The headline features of Windows Terminal are multiple tabs and "beautiful text", which includes emoji support and much faster text rendering.
With multiple tabs, developers will be able to open tabs to connect to a command-line shell or app, including Command Prompt, PowerShell Core, Ubuntu, openSUSE, Debian, a Raspberry Pi via SSH, and more.
Faster text rendering comes by way of a GPU-based DirectWrite/DirectX text-rendering engine.
"This new text-rendering engine will display text characters, glyphs, and symbols present within fonts on your PC, including CJK ideograms, emoji, powerline symbols, icons, programming ligatures, etc.

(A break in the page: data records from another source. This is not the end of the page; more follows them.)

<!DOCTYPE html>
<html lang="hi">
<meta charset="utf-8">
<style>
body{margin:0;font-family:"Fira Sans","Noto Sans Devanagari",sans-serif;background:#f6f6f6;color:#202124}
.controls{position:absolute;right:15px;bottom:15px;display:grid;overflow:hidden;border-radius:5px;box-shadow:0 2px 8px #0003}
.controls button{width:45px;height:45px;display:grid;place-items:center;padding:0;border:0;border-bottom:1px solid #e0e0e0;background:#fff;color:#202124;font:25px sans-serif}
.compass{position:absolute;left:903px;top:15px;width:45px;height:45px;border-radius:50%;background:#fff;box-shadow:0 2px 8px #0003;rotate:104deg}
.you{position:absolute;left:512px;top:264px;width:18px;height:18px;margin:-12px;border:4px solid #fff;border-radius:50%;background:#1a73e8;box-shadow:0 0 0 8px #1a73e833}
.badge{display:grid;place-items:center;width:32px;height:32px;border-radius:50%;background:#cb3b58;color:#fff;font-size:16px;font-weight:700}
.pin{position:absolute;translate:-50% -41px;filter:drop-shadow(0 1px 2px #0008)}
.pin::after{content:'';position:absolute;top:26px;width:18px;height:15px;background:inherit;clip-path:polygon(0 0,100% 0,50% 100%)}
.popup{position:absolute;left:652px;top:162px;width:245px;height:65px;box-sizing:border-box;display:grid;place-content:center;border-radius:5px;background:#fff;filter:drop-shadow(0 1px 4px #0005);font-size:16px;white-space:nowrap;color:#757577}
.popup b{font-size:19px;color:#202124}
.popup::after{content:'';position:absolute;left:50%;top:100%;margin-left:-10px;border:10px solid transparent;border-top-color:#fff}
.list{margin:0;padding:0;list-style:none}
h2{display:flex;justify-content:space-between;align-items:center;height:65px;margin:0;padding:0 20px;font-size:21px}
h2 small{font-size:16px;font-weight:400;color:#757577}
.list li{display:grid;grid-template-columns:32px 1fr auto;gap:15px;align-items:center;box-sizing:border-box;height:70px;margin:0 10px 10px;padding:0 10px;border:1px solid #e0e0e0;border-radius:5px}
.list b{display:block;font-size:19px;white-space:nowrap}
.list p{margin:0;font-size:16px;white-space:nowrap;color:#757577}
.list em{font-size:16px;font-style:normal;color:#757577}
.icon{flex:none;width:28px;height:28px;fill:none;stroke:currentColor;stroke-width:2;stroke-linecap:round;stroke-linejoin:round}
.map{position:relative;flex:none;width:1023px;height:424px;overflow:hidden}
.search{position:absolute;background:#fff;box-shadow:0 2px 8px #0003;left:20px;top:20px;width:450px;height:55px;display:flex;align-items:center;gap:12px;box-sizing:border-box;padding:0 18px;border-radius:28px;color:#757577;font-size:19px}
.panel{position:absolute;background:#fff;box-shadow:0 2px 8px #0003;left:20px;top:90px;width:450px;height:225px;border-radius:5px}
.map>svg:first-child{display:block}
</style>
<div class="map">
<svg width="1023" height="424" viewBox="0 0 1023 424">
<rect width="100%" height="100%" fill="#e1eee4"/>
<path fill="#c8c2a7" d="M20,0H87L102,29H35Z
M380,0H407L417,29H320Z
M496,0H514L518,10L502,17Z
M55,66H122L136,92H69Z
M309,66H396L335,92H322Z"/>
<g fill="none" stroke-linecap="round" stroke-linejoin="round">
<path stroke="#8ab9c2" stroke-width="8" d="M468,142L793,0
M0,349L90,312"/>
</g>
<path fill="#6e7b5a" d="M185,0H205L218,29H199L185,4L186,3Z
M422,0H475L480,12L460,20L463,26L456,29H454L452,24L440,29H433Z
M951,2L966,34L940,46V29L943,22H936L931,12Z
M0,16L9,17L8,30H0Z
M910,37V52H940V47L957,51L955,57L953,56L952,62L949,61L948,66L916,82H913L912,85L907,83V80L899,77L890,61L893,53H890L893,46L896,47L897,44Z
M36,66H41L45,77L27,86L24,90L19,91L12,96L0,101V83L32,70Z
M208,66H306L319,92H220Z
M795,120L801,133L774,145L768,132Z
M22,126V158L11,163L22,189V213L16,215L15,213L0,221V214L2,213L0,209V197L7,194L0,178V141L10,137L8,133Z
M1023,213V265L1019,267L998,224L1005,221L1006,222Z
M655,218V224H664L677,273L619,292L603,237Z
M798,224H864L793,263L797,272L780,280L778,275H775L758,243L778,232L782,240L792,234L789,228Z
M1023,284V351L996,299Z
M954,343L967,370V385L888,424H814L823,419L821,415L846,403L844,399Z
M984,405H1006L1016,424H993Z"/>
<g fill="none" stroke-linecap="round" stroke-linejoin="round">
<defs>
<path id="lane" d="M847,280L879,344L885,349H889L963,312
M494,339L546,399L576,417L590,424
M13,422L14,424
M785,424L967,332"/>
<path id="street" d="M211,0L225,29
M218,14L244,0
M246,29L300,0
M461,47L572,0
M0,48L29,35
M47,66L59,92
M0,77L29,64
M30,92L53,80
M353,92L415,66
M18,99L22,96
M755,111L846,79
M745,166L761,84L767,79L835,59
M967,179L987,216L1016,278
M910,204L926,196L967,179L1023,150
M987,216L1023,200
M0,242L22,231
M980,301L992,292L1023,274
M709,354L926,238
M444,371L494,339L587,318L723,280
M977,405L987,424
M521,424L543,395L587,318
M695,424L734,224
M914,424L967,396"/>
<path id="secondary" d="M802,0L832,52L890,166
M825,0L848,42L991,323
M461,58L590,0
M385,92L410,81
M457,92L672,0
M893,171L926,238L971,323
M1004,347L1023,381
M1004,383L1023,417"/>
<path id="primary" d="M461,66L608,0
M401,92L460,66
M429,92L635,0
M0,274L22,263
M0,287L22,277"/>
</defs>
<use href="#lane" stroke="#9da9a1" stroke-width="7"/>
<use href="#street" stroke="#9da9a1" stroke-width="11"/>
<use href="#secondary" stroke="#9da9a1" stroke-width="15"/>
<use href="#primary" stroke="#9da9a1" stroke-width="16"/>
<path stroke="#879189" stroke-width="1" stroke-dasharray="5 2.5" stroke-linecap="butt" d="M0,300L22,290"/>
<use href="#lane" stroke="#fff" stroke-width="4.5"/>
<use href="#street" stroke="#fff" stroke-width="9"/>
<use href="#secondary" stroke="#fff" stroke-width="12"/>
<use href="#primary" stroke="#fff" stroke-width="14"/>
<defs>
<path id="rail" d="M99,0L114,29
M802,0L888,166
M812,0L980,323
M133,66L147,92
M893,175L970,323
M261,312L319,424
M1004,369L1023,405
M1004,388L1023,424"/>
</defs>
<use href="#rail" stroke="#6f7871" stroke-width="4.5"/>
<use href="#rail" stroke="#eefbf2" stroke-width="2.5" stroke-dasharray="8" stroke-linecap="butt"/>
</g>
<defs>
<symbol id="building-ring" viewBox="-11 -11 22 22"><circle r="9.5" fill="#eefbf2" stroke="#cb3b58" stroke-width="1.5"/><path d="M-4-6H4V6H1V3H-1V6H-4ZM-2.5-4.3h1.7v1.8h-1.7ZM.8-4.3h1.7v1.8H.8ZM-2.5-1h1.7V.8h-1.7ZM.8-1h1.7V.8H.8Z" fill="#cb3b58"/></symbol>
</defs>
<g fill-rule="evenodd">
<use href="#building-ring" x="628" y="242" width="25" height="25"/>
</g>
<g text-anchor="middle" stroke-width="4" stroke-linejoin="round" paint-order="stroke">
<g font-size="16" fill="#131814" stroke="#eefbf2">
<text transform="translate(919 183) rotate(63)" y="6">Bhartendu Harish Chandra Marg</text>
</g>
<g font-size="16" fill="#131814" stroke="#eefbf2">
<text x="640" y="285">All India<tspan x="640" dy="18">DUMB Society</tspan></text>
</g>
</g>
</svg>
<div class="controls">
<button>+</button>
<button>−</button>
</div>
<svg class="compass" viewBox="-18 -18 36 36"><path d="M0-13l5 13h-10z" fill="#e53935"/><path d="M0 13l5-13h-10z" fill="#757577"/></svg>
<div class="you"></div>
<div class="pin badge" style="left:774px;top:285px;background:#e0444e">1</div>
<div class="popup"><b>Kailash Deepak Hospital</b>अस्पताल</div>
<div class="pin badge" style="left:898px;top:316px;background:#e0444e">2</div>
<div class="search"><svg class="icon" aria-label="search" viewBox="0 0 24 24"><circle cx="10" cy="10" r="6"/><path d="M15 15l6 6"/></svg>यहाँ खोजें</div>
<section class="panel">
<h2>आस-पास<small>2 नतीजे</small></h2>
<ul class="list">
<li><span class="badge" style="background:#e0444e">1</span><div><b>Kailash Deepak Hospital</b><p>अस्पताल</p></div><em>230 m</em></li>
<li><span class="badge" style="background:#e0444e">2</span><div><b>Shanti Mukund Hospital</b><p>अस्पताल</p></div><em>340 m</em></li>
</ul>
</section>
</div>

This engine also renders text much faster than the previous Console's GDI engine," noted Kayla Cinnamon, a Microsoft program manager for Windows Console, Command-Line and WSL.
Microsoft plans to continue shipping Windows Console within Windows Terminal "for decades", so that it can support legacy apps and systems.
Windows Terminal will be offered to developers through the Microsoft Store app in Windows 10. However, developers can clone the GitHub repo and build their own copy.
Early builds should be available in the Microsoft Store this summer and Windows Terminal version 1.0 should arrive by the year's end.
Cinnamon explains that Microsoft opted to open-source Windows Console instead of contributing to an existing open-source project because its requirements would have been too disruptive.